▸ Try it: Track down every line below that holds "Ruimzichtlaan" and copy it.

▸ Excerpts from a dataset:
···

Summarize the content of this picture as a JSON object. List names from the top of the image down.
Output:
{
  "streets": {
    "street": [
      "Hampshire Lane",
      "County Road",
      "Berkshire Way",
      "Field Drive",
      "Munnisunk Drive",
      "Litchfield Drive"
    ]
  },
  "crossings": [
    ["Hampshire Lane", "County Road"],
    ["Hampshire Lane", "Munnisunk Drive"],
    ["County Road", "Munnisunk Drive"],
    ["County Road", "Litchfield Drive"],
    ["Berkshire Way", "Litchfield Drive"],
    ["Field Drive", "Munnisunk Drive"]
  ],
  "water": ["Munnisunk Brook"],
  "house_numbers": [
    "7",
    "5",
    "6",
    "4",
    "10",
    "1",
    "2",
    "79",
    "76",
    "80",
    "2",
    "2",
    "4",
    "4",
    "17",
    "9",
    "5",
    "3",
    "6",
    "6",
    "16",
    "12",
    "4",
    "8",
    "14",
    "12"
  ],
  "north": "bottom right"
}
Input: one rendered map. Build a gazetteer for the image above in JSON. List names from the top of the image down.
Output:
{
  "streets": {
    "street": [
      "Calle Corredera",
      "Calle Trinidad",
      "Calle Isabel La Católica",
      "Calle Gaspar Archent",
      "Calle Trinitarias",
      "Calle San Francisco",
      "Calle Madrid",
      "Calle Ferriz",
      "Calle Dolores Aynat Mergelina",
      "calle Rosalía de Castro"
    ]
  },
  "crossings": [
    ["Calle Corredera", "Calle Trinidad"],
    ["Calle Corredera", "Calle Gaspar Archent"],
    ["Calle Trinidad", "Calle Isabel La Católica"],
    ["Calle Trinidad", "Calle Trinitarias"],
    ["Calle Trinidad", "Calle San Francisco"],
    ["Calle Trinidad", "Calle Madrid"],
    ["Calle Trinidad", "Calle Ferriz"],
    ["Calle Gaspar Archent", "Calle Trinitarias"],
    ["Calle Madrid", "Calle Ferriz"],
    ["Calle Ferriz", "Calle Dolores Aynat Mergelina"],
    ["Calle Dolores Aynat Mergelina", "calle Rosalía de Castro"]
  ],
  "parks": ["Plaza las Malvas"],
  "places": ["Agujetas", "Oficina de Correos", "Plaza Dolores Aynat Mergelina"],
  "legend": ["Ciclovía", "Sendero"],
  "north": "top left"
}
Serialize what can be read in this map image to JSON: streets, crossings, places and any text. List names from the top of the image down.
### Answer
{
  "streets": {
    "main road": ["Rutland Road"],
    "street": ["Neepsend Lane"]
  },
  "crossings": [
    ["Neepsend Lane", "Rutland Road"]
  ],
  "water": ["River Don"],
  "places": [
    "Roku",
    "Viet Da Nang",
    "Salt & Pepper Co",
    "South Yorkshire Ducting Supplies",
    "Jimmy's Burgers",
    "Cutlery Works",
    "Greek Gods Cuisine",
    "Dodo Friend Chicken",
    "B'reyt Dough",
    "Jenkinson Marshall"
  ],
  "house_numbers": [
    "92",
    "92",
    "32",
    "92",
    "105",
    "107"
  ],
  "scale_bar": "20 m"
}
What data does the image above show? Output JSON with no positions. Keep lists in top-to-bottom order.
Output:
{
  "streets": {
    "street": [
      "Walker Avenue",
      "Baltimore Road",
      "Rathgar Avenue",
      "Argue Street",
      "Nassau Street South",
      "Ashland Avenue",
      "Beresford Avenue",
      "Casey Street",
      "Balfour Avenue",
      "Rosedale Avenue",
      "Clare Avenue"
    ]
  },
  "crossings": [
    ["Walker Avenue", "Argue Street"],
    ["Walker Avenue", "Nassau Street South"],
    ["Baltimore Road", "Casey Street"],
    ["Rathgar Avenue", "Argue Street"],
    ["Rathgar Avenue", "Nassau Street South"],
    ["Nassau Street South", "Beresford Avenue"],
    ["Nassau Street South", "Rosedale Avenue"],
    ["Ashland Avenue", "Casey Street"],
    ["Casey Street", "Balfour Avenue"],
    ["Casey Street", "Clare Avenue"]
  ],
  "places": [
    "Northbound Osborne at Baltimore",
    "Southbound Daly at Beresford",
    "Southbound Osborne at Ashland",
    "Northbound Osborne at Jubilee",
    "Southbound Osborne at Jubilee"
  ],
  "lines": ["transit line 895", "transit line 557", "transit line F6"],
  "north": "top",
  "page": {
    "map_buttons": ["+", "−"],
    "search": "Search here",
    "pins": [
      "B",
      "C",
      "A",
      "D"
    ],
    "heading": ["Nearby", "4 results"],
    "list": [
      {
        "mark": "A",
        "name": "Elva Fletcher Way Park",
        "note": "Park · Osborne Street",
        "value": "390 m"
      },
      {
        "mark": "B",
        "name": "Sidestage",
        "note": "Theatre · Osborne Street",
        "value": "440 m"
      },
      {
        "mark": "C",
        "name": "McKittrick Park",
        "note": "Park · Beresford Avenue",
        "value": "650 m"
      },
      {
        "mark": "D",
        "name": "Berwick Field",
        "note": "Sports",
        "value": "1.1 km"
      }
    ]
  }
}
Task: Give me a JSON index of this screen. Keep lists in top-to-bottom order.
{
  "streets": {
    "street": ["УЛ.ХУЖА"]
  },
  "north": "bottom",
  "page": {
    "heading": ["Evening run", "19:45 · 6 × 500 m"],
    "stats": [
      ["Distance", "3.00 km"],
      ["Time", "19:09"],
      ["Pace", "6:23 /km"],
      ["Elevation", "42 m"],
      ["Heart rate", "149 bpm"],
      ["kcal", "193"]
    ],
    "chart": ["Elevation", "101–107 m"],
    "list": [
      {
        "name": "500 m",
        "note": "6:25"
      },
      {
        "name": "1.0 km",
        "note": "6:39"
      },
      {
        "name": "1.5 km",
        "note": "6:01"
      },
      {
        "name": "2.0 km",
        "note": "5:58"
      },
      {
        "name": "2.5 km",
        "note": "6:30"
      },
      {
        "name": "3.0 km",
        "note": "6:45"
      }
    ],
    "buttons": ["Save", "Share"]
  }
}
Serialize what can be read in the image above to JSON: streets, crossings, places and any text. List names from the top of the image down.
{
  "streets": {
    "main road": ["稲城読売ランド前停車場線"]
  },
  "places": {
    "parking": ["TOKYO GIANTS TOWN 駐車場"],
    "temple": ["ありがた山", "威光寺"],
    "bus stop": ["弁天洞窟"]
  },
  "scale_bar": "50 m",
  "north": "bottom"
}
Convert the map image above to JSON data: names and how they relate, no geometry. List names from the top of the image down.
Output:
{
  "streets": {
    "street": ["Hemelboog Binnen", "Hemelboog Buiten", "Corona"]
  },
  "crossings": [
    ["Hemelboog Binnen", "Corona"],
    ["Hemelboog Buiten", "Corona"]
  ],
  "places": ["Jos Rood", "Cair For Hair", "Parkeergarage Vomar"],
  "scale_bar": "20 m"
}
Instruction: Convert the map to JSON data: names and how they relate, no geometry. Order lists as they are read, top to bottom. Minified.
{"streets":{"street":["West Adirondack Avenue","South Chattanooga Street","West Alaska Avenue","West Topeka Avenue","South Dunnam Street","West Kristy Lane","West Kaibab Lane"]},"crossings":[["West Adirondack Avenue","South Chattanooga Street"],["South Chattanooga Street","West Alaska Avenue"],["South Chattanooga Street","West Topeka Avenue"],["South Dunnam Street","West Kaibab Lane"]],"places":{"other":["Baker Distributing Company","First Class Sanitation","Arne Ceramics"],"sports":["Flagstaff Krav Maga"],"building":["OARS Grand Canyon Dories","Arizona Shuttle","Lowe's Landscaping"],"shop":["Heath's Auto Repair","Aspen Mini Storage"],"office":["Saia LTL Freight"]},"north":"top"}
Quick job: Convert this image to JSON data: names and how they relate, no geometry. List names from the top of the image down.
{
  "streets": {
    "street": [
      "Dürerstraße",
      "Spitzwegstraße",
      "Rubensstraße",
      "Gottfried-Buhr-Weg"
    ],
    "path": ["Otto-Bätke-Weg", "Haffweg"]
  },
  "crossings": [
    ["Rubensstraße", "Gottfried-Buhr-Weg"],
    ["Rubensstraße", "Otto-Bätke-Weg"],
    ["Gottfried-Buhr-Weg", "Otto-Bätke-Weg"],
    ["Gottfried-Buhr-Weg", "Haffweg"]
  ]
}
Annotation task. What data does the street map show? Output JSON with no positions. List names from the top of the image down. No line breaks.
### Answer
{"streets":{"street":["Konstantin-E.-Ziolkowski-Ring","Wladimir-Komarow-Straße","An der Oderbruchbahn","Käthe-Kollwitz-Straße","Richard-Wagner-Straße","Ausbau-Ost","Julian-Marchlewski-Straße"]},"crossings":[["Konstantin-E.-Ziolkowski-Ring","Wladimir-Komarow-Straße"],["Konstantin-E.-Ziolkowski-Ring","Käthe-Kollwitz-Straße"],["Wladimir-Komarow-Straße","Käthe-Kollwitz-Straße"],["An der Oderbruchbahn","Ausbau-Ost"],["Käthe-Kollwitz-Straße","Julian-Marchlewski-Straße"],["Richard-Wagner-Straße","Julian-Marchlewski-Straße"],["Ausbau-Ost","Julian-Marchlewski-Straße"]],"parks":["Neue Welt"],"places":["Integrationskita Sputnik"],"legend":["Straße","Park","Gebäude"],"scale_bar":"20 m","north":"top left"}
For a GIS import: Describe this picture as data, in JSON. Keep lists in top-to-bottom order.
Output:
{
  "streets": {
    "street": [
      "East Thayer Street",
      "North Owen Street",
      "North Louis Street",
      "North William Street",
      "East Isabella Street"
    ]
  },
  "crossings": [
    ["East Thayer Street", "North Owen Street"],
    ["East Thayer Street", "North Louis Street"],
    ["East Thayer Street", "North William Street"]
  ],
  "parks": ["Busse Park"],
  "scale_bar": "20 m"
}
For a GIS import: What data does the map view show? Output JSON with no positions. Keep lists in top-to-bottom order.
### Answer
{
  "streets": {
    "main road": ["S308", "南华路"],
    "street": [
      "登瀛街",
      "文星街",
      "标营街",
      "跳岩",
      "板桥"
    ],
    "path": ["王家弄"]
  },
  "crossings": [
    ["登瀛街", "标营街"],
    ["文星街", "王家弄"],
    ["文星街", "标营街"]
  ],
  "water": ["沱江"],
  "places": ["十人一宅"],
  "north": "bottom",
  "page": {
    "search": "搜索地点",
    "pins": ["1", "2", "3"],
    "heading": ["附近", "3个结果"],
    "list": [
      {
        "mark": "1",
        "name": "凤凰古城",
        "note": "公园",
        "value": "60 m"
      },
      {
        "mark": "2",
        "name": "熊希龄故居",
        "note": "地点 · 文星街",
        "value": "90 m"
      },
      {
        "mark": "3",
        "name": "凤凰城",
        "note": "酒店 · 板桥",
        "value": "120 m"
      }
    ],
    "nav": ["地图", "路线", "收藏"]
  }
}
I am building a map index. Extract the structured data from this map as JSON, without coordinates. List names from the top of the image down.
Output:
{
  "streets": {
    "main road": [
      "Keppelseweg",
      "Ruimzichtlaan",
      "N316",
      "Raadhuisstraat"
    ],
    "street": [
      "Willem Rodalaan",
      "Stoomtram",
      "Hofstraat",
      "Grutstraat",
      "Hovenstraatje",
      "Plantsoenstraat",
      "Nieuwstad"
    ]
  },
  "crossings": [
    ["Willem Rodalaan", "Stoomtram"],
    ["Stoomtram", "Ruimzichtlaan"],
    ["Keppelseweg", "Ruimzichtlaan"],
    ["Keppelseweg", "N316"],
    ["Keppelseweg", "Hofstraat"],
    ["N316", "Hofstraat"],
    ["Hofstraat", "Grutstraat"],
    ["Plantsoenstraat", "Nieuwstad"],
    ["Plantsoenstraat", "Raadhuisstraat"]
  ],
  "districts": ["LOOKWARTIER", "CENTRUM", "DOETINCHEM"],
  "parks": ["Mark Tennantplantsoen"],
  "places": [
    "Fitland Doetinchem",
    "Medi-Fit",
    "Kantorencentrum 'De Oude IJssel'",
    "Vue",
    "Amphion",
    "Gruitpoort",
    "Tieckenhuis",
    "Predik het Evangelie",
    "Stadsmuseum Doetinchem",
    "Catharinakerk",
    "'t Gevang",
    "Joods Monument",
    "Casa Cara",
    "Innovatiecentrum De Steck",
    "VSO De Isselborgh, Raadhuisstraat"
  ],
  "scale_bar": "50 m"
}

···

▸ Answer to this task:
      "Ruimzichtlaan",
    ["Stoomtram", "Ruimzichtlaan"],
    ["Keppelseweg", "Ruimzichtlaan"],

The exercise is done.